The Coalition stopped officially measuring poverty – which left its successor unsighted over free schools meals

Oct 29, 2020 by

by Philippa Stroud, Conservative Home:

Marcus Rashford presents the Conservative Party with a problem. No Conservative believes that any child in this country should ever go hungry, but we also want to build a society in which parents are able to earn enough to support their own children and, where that is not the case, in which there is a welfare state that supports those in need. These are our long-term objectives.

So what happens at a moment of crisis when there is a short-term need, and why has the call for the expansion of holiday provision of food and activities to support an additional 1.1 million children in the short term gathered such momentum?
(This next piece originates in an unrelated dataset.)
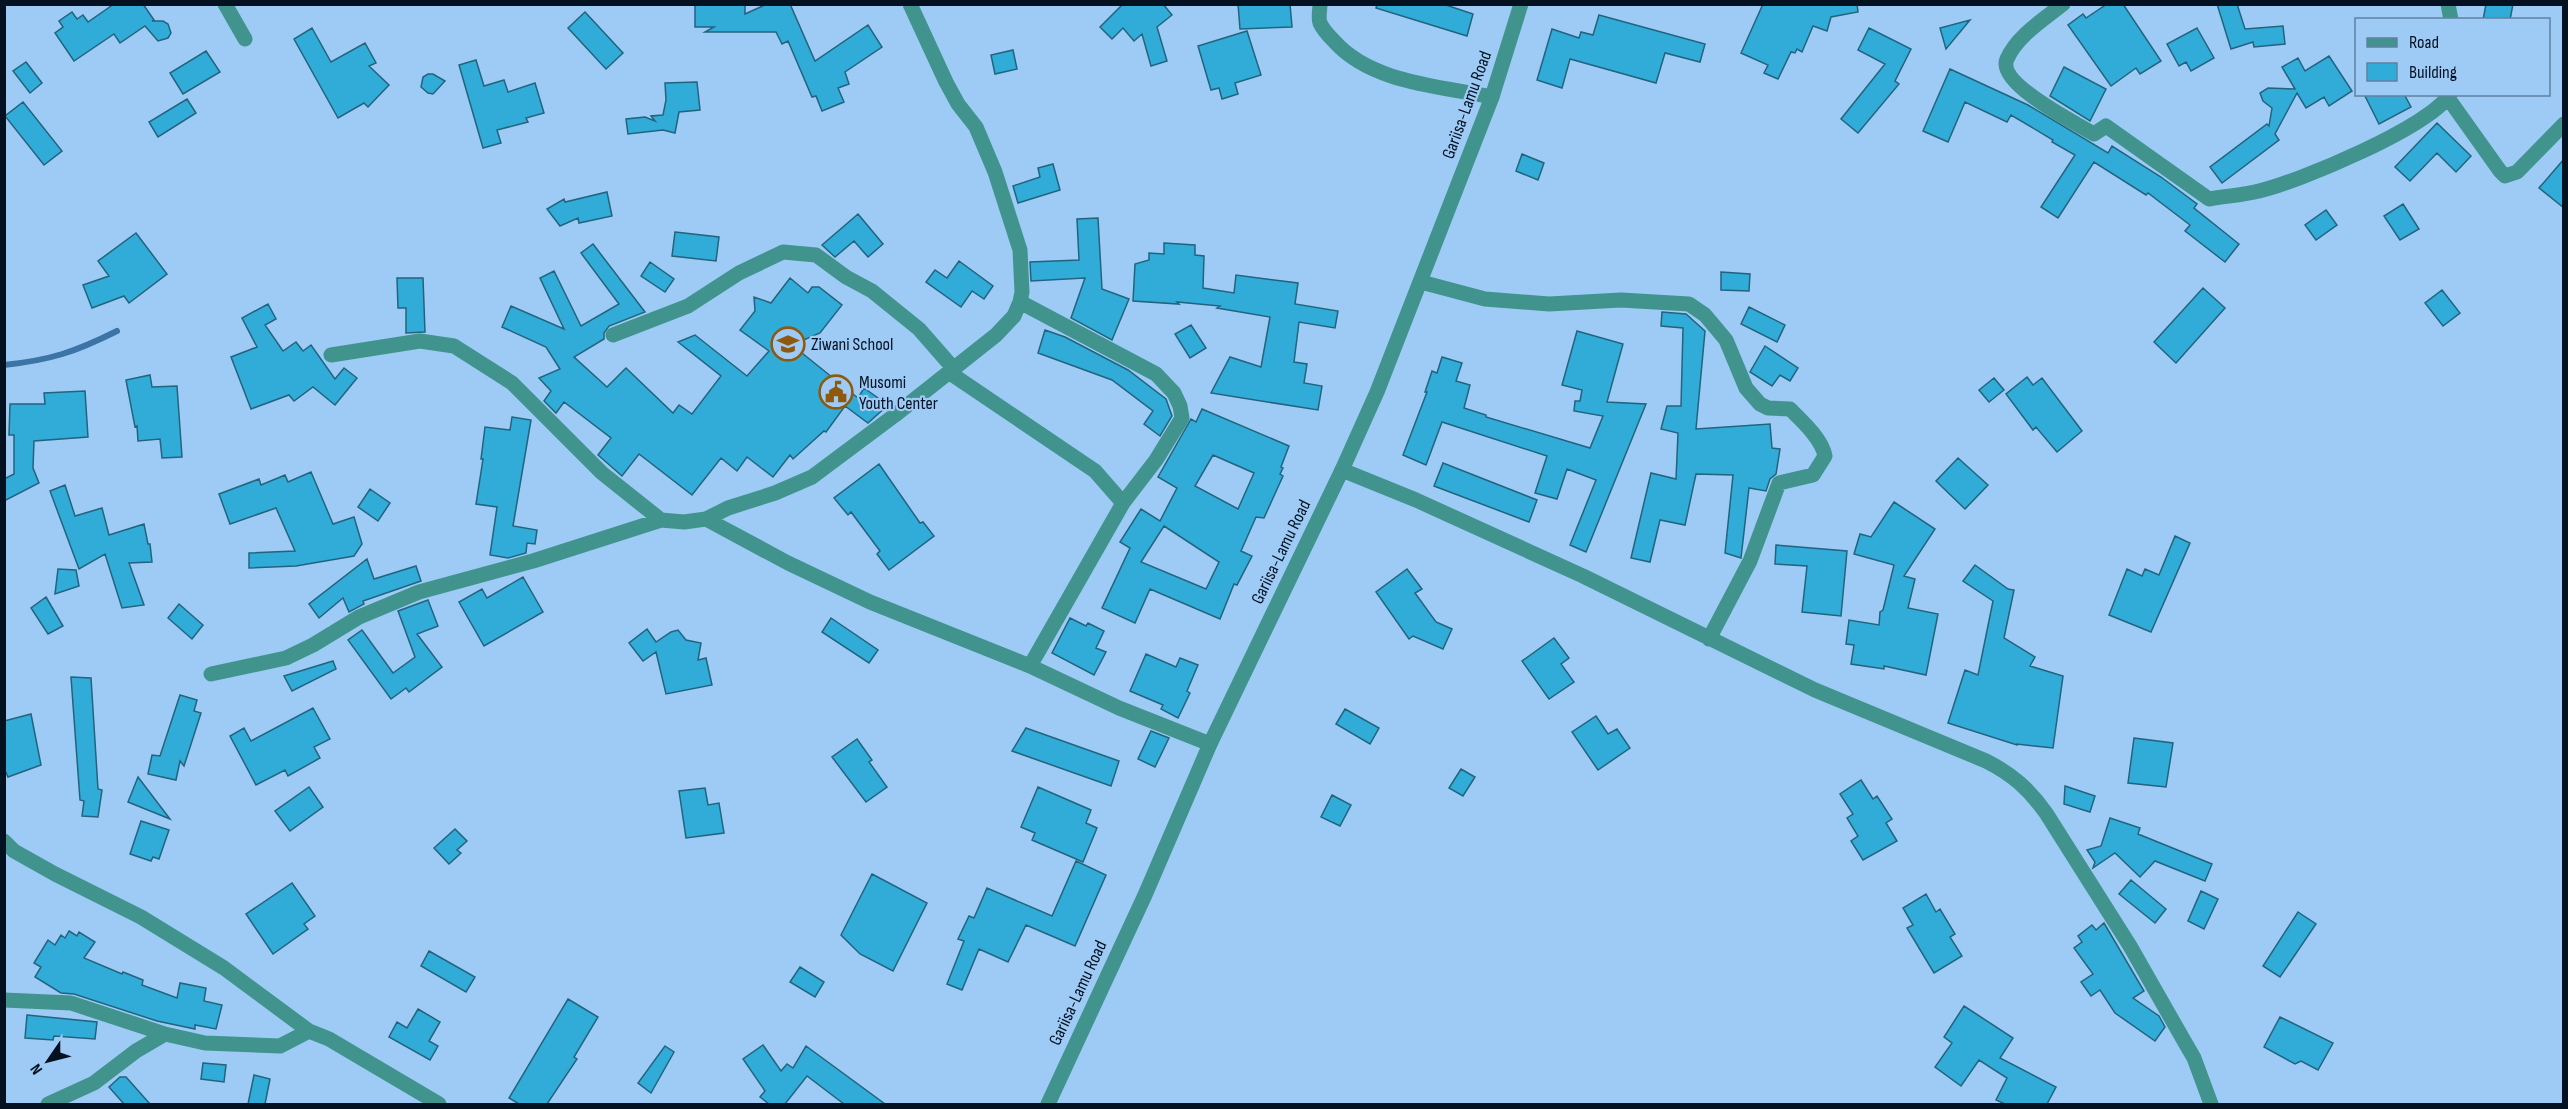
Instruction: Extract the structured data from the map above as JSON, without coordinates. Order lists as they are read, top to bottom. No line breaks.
{"streets":{"street":["Gariisa-Lamu Road"]},"places":{"school or university":["Ziwani School"],"public building":["Musomi Youth Center"]},"legend":["Road","Building"],"north":"bottom left"}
In 2016, the Government abolished the old measure of poverty as an official measure. This means since that year it has been walking blind. Policy decisions have been made in a vacuum without a tool that shines a spotlight on the needs of the most disadvantaged.

The Government has made some great decisions, but without the certainty that what they are doing is hitting the target. Has poverty gone up? Is it plateauing? Until there is an agreed metric that tracks this, who can say?

[…]  We need to be able to say that no child in Britain will go hungry on our watch – but we can’t. And we are allowing others to create a narrative for us, and in the absence of an agreed poverty measure and subsequent strategy, we always will. This does not need to be the case.

Had we had the SMC measure already in place, we would have been monitoring the impact of Covid-19 on the most vulnerable during this time of crisis. Had we adopted the SMC measure, we would have known in May that although the pandemic is hitting everyone, it is hitting those in deepest poverty the most and that short term measures may be required to see the poorest through this time.